Task to complete
From the entries below, count every line that contains the word "buttons". Please give the number and nothing else.

═══ Given entries

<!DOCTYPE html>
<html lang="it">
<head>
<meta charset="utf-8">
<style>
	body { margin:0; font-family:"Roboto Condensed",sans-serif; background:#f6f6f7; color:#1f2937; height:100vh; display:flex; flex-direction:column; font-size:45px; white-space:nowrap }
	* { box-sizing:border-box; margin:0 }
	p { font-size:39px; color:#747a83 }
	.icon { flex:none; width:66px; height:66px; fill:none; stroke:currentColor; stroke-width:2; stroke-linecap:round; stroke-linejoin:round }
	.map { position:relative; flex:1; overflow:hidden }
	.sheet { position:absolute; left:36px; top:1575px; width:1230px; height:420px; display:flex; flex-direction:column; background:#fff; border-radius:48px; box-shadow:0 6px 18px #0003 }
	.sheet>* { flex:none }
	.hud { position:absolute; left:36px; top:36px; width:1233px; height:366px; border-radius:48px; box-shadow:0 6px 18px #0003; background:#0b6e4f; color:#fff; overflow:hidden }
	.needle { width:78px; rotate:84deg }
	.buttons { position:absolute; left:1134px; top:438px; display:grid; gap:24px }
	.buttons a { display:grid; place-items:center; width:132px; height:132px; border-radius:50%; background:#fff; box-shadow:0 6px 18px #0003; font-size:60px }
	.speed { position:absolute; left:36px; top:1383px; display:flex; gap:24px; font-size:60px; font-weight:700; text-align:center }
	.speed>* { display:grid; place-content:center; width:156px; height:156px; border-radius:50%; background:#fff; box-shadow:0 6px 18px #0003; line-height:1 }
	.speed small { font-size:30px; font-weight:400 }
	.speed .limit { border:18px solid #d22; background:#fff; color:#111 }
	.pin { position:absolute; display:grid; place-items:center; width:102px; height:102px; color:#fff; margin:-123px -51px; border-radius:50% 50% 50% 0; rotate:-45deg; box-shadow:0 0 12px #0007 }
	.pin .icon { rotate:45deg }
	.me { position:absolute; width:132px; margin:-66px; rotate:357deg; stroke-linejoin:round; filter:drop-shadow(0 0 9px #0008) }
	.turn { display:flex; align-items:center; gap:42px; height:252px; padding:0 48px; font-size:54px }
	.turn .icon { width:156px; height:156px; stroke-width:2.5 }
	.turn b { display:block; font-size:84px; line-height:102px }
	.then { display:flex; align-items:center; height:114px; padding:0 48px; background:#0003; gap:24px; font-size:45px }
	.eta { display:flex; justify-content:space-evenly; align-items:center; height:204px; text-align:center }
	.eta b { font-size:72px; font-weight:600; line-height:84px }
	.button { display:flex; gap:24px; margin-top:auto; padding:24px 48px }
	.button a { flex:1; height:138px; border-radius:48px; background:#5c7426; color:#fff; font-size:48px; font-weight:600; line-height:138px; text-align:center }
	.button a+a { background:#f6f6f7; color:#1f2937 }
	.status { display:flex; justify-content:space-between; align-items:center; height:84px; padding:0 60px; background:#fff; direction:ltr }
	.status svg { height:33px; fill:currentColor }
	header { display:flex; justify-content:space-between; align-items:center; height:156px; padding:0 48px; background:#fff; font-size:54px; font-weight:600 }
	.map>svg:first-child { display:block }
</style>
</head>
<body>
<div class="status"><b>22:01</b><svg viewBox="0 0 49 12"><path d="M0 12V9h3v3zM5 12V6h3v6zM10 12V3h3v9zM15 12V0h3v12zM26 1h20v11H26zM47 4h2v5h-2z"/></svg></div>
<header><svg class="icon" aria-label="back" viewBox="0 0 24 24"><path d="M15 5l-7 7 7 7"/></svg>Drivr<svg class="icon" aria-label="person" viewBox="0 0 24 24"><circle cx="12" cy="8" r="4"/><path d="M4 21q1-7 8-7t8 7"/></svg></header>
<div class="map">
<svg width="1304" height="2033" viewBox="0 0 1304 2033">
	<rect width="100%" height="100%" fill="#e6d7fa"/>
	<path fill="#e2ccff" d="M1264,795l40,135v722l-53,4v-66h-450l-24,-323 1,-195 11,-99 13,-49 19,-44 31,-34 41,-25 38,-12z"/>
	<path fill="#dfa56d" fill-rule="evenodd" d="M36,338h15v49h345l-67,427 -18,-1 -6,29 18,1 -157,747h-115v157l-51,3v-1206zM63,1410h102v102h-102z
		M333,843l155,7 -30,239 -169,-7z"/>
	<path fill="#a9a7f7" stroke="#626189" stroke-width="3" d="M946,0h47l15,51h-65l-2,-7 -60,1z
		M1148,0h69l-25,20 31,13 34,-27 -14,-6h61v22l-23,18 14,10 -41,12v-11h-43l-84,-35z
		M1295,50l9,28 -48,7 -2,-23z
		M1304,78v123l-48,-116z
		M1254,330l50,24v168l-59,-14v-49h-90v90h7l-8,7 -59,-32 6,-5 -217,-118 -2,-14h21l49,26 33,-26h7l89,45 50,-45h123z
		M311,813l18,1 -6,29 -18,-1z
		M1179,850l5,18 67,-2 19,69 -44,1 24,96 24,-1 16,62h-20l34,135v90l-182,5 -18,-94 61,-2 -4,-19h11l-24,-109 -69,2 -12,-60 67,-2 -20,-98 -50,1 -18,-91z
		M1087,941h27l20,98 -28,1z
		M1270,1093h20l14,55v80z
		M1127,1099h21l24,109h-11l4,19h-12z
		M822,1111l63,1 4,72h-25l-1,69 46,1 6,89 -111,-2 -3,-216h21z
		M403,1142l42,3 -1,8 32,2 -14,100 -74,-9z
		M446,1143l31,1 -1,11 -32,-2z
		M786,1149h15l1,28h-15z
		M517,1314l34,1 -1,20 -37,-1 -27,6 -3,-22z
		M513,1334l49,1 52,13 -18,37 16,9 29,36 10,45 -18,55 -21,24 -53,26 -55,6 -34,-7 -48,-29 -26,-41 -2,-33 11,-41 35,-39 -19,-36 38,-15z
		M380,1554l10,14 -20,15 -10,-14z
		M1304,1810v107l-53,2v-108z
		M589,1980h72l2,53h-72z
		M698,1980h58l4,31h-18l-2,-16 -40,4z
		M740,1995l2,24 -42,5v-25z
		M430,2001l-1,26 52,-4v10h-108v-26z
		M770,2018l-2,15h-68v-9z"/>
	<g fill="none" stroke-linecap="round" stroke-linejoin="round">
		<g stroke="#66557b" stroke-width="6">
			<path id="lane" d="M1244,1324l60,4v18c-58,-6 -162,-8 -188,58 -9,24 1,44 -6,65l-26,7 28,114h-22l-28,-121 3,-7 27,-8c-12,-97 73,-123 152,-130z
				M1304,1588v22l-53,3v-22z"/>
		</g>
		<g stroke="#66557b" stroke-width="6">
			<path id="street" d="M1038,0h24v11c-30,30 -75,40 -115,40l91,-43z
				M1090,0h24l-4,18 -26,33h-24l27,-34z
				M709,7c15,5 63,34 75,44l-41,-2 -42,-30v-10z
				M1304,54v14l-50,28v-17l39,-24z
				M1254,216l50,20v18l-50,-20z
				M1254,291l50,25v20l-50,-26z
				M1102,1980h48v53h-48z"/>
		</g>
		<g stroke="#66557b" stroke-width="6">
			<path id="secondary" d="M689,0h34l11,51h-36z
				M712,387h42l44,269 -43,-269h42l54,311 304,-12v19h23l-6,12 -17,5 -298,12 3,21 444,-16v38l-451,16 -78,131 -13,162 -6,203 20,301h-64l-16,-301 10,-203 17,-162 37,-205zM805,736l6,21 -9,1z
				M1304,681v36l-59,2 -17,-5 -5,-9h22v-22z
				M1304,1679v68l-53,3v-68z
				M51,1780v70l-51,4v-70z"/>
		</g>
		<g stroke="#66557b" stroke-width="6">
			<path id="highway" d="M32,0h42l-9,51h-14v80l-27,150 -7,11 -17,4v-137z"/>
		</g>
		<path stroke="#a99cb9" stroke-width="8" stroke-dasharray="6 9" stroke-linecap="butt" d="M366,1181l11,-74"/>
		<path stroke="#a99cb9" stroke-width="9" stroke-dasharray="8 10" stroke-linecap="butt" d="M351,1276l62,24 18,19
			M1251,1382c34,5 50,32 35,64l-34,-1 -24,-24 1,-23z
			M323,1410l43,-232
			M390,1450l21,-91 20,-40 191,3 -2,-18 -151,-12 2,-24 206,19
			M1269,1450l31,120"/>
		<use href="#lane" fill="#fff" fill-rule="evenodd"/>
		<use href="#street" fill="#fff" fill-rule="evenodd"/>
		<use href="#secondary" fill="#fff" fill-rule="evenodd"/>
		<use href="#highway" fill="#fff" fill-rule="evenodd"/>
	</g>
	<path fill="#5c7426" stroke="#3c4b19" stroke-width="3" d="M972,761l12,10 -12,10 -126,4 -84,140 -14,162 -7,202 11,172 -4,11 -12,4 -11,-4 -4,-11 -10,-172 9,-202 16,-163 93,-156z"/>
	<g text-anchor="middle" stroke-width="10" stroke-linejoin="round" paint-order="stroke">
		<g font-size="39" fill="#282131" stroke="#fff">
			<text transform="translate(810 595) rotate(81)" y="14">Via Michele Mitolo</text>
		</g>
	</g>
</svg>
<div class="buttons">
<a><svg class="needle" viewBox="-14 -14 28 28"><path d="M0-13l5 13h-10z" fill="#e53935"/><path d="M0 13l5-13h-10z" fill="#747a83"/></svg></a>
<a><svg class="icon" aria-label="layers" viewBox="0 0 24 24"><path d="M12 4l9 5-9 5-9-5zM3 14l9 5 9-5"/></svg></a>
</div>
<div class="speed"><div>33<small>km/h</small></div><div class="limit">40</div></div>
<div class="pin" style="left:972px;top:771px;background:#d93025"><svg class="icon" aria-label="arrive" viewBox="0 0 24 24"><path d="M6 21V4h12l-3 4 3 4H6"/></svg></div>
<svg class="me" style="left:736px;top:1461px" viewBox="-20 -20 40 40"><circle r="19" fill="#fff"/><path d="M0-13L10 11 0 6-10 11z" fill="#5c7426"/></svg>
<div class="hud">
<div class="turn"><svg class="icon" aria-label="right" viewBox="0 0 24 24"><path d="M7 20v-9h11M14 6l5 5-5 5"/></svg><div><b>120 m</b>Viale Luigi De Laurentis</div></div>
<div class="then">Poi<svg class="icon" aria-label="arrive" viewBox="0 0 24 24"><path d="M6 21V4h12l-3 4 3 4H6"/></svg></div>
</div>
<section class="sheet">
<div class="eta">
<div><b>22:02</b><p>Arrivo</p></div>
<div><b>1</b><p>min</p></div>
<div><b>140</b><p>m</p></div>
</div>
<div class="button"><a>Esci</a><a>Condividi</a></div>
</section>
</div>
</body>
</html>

══════

Response area
3